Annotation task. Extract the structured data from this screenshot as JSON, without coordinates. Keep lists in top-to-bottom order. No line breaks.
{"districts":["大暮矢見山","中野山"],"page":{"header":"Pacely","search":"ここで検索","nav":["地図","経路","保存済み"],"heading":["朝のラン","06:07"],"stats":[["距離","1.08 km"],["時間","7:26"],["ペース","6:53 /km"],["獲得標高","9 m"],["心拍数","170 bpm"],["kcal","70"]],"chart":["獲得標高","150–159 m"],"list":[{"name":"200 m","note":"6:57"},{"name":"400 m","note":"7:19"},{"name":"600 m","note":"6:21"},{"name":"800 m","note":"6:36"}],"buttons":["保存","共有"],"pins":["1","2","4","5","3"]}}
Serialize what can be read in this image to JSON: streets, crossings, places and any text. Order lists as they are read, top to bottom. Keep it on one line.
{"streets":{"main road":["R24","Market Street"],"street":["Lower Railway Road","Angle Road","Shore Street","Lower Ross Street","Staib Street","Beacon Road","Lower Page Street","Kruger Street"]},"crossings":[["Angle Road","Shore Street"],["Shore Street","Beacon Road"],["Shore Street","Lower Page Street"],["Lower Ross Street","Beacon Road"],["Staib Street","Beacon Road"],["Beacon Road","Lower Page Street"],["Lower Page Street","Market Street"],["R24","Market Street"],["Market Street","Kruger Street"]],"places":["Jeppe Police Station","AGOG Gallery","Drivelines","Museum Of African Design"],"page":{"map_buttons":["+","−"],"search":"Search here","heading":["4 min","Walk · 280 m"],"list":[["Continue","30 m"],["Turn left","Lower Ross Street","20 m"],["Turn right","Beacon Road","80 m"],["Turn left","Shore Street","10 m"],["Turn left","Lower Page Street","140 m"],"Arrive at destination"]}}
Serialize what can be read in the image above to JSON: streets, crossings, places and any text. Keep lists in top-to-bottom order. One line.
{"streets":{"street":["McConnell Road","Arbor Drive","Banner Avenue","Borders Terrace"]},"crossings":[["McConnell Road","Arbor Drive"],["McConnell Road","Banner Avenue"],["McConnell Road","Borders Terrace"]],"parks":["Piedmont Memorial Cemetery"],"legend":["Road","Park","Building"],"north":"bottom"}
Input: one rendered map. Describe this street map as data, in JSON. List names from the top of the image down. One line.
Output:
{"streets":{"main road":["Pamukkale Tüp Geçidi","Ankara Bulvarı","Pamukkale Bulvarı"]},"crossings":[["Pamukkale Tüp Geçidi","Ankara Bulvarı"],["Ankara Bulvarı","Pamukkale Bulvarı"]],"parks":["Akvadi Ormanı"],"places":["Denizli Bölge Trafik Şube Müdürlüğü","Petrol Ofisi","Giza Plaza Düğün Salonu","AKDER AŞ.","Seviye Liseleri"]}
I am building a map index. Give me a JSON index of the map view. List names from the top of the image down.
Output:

##############################

• Exercise directions: Return the data in its entirety, exactly as given.

• Answer space:
Annotation task. Extract the structured data from this screenshot as JSON, without coordinates. Keep lists in top-to-bottom order. No line breaks.
{"districts":["大暮矢見山","中野山"],"page":{"header":"Pacely","search":"ここで検索","nav":["地図","経路","保存済み"],"heading":["朝のラン","06:07"],"stats":[["距離","1.08 km"],["時間","7:26"],["ペース","6:53 /km"],["獲得標高","9 m"],["心拍数","170 bpm"],["kcal","70"]],"chart":["獲得標高","150–159 m"],"list":[{"name":"200 m","note":"6:57"},{"name":"400 m","note":"7:19"},{"name":"600 m","note":"6:21"},{"name":"800 m","note":"6:36"}],"buttons":["保存","共有"],"pins":["1","2","4","5","3"]}}
Serialize what can be read in this image to JSON: streets, crossings, places and any text. Order lists as they are read, top to bottom. Keep it on one line.
{"streets":{"main road":["R24","Market Street"],"street":["Lower Railway Road","Angle Road","Shore Street","Lower Ross Street","Staib Street","Beacon Road","Lower Page Street","Kruger Street"]},"crossings":[["Angle Road","Shore Street"],["Shore Street","Beacon Road"],["Shore Street","Lower Page Street"],["Lower Ross Street","Beacon Road"],["Staib Street","Beacon Road"],["Beacon Road","Lower Page Street"],["Lower Page Street","Market Street"],["R24","Market Street"],["Market Street","Kruger Street"]],"places":["Jeppe Police Station","AGOG Gallery","Drivelines","Museum Of African Design"],"page":{"map_buttons":["+","−"],"search":"Search here","heading":["4 min","Walk · 280 m"],"list":[["Continue","30 m"],["Turn left","Lower Ross Street","20 m"],["Turn right","Beacon Road","80 m"],["Turn left","Shore Street","10 m"],["Turn left","Lower Page Street","140 m"],"Arrive at destination"]}}
Serialize what can be read in the image above to JSON: streets, crossings, places and any text. Keep lists in top-to-bottom order. One line.
{"streets":{"street":["McConnell Road","Arbor Drive","Banner Avenue","Borders Terrace"]},"crossings":[["McConnell Road","Arbor Drive"],["McConnell Road","Banner Avenue"],["McConnell Road","Borders Terrace"]],"parks":["Piedmont Memorial Cemetery"],"legend":["Road","Park","Building"],"north":"bottom"}
Input: one rendered map. Describe this street map as data, in JSON. List names from the top of the image down. One line.
Output:
{"streets":{"main road":["Pamukkale Tüp Geçidi","Ankara Bulvarı","Pamukkale Bulvarı"]},"crossings":[["Pamukkale Tüp Geçidi","Ankara Bulvarı"],["Ankara Bulvarı","Pamukkale Bulvarı"]],"parks":["Akvadi Ormanı"],"places":["Denizli Bölge Trafik Şube Müdürlüğü","Petrol Ofisi","Giza Plaza Düğün Salonu","AKDER AŞ.","Seviye Liseleri"]}
I am building a map index. Give me a JSON index of the map view. List names from the top of the image down.
Output:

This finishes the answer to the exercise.